In one sense, the treatment of striking employees as unfair labor practice strikers under the circumstances of Drug Package and of this case follows by simple logic from the imposition of a retroactive bargaining order. Concomitant with the imposition of the retroactive bargaining order is a conclusion that the employer’s refusal to recognize and bargain with the majority union was a violation of section 8(a)(5). See John Cuneo, Inc., 253 N.L.R.B. at 1027; Drug Package Co., 228 N.L.R.B. at 111 & n.21. Since the employer committed an unfair labor practice in its refusal to recognize the union, and since the employees then struck for recognition, the employees’ “absence from the workplace [was] prompted by employer conduct that [was] found to constitute an unfair labor practice,” Teamsters Local 115 v. NLRB, 640 F.2d 392, 394 (D.C.Cir.), cert. denied, 454 U.S. 827, 102 S.Ct. 119, 70 L.Ed.2d 102, 454 U.S. 837, 102 S.Ct. 141, 70 L.Ed.2d 118 (1981). Hence, the employees were unfair labor practice strikers.

The logical application of established remedial principles is not the sole justification for the Board’s Drug Package doctrine. The Drug Package doctrine is also warranted by well-recognized policies of the Act, which provide both a union and an employer certain limited, lawful options prior to a Board election or a voluntary recognition of a majority union.
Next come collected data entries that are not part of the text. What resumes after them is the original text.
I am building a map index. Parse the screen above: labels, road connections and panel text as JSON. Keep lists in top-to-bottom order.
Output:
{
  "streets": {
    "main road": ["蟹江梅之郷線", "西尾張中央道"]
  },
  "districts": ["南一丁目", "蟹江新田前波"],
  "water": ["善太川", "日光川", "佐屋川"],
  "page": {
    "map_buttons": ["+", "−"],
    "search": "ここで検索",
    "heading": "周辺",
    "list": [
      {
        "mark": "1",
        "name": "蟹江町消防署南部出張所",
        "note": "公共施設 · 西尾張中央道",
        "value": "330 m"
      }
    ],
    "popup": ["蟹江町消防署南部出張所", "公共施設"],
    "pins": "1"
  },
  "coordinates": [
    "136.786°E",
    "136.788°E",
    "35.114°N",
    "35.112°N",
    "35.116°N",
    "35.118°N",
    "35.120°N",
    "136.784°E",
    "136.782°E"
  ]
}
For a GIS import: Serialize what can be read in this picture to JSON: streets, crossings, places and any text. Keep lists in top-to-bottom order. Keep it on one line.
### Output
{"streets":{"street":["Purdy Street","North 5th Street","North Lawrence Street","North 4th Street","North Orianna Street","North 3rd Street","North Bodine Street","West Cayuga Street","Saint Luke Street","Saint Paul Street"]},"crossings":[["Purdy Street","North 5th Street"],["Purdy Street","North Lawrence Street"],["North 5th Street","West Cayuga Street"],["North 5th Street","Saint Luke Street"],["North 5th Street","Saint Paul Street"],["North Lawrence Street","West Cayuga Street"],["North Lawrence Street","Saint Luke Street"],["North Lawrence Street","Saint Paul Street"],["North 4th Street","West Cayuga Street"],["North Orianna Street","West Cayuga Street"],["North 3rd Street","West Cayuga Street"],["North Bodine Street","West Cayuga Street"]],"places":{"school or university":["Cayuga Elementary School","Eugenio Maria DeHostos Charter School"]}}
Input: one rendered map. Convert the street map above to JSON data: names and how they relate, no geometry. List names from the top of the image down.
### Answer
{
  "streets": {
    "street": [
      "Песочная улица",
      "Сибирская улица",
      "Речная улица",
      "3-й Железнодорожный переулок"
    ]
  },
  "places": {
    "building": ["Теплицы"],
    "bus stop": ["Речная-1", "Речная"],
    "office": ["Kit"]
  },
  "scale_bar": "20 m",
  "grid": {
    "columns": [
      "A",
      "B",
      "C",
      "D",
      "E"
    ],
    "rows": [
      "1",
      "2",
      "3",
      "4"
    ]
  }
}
*299Under the Act, an employer has no automatic duty to bargain with a union that claims to have signed authorization cards from a majority of the employees in an appropriate bargaining unit. The employer may, regardless of motive, refuse a demand for recognition based on a card majority and compel the union to petition for a secret-ballot election to demonstrate its majority status. Linden Lumber Division v. NLRB, 419 U.S. 301, 95 S.Ct. 429, 42 L.Ed.2d 465 (1974). An employer who rejects a demand for recognition may not, however, use the time preceding the election to commit unfair labor practices in an attempt to destroy the union’s majority. Linden Lumber Division v. NLRB, 419 U.S. at 310, 95 S.Ct. at 434; NLRB v. Gissel Packing Co., 395 U.S. 575, 600, 89 S.Ct. 1918, 1933, 23 L.Ed.2d 547 (1969). If the employer engages in unlawful conduct that impedes the electoral process, the employer “forfeits [its] right to demand an election,” NLRB v. Prineville Stud Co., 578 F.2d 1292, 1296 (9th Cir. 1978), and may be ordered to bargain with the union, NLRB v. Gissel Packing Co., 395 U.S. at 614-15, 89 S.Ct. at 1940. See Amalgamated Clothing Workers v. NLRB, 527 F.2d 803, 806 n.4 (D.C.Cir. 1975), cert. denied, 426 U.S. 907, 96 S.Ct. 2229, 48 L.Ed.2d 832 (1976); Drug Package Co., 228 N.L.R.B. at 111.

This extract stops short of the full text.